[Collected data entries]

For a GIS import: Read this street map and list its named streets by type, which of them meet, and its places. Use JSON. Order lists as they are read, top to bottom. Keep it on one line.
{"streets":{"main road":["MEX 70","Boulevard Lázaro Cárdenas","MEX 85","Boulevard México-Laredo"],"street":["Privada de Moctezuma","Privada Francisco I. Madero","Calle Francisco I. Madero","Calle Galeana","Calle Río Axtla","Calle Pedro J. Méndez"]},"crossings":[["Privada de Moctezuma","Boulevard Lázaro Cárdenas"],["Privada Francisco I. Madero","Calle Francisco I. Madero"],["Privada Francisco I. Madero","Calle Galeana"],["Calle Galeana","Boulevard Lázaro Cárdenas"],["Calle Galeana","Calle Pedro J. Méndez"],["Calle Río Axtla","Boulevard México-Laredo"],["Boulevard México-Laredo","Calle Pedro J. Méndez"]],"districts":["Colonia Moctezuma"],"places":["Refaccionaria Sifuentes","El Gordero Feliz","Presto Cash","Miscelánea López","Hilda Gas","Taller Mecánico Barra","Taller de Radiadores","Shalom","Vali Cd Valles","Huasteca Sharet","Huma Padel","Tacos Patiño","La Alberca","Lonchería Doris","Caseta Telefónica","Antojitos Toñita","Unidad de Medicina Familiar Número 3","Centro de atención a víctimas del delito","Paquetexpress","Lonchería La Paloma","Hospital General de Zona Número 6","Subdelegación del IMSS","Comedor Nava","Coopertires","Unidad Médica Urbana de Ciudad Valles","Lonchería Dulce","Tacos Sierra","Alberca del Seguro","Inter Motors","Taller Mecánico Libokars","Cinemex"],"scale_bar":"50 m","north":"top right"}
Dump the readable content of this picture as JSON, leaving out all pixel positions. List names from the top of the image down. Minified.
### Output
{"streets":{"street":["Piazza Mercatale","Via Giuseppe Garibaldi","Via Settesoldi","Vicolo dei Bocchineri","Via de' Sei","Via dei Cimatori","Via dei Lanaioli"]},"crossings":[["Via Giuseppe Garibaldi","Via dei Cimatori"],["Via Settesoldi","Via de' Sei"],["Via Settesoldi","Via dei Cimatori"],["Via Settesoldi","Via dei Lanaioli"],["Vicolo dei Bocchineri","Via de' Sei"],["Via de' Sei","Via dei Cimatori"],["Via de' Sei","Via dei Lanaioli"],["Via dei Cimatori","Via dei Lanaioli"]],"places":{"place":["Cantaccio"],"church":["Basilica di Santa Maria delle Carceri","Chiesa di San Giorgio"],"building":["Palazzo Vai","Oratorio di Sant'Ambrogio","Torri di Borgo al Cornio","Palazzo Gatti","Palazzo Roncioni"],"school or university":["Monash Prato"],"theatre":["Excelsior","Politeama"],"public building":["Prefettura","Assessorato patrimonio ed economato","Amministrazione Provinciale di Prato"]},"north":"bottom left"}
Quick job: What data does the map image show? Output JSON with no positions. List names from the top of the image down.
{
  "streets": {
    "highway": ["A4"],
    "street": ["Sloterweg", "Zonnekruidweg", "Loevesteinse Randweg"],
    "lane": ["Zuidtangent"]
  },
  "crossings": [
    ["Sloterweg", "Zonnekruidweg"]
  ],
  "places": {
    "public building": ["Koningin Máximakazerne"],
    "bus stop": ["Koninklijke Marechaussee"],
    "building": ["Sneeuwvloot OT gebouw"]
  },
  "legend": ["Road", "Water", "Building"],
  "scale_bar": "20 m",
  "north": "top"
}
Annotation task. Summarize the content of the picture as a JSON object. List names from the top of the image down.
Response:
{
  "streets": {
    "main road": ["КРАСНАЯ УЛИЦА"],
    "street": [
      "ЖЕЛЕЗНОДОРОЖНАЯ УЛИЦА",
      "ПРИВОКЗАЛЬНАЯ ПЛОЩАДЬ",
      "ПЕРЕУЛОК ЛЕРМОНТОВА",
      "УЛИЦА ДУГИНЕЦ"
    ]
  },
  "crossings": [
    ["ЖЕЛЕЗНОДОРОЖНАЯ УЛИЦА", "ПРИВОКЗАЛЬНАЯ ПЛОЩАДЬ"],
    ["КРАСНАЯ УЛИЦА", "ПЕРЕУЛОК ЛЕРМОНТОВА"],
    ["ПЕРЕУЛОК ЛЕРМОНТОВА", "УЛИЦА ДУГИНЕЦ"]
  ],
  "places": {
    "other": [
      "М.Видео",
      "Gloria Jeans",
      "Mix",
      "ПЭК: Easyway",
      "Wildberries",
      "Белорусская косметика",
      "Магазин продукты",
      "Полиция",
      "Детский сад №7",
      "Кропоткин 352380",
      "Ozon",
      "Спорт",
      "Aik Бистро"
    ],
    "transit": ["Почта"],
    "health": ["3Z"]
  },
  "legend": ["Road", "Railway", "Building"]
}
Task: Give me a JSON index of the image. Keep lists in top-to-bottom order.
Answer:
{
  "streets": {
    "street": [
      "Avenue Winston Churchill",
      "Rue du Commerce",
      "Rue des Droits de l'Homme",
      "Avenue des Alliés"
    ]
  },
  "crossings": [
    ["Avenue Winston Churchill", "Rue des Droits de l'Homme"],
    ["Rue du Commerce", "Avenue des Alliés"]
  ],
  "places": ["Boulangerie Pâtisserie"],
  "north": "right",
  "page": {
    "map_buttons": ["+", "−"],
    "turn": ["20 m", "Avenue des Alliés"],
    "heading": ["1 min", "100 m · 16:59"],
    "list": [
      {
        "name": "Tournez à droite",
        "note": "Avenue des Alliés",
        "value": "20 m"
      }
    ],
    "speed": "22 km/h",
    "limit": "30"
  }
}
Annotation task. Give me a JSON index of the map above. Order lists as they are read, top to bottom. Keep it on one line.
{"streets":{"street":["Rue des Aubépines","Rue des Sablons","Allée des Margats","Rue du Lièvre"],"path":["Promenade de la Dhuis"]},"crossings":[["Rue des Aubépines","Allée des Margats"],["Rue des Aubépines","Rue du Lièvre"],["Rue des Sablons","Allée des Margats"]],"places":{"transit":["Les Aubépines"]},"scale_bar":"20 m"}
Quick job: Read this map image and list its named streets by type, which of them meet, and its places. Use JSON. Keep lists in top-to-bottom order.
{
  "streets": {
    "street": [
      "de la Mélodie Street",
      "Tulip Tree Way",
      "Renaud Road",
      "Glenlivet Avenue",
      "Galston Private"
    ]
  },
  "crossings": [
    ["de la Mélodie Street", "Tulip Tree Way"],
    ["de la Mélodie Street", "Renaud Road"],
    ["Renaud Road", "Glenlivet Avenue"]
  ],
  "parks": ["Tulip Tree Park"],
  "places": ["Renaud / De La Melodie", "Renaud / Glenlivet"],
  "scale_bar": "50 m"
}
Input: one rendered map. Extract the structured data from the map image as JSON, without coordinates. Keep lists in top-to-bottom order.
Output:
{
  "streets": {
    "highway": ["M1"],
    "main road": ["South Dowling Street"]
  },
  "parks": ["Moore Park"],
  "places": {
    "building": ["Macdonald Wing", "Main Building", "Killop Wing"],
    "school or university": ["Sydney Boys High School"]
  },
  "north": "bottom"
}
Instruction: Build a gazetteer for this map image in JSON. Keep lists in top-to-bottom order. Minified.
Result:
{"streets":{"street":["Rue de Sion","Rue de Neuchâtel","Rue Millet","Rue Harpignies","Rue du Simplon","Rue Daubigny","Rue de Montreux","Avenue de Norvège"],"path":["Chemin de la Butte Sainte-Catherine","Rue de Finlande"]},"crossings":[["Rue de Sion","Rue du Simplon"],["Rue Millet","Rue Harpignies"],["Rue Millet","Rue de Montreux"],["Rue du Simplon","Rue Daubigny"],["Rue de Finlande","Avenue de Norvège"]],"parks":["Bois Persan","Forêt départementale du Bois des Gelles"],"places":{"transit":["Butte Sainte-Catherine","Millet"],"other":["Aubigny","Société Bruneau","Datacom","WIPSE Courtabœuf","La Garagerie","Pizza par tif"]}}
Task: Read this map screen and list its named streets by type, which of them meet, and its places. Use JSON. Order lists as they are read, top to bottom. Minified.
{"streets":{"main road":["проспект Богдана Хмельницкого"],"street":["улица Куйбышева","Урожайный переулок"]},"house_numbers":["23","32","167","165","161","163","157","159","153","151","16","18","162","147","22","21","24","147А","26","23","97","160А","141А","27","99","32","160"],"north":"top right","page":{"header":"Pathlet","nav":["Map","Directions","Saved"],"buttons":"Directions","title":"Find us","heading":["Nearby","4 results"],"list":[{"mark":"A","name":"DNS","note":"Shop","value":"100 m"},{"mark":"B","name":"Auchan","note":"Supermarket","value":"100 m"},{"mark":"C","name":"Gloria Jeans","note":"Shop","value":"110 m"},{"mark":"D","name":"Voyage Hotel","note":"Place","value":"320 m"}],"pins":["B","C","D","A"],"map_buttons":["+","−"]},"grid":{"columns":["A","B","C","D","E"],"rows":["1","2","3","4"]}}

■ WORK ITEM
Would you copy all lines in the records where the string "picture" appears?

■ WRITTEN REPLY
Dump the readable content of this picture as JSON, leaving out all pixel positions. List names from the top of the image down. Minified.
Annotation task. Summarize the content of the picture as a JSON object. List names from the top of the image down.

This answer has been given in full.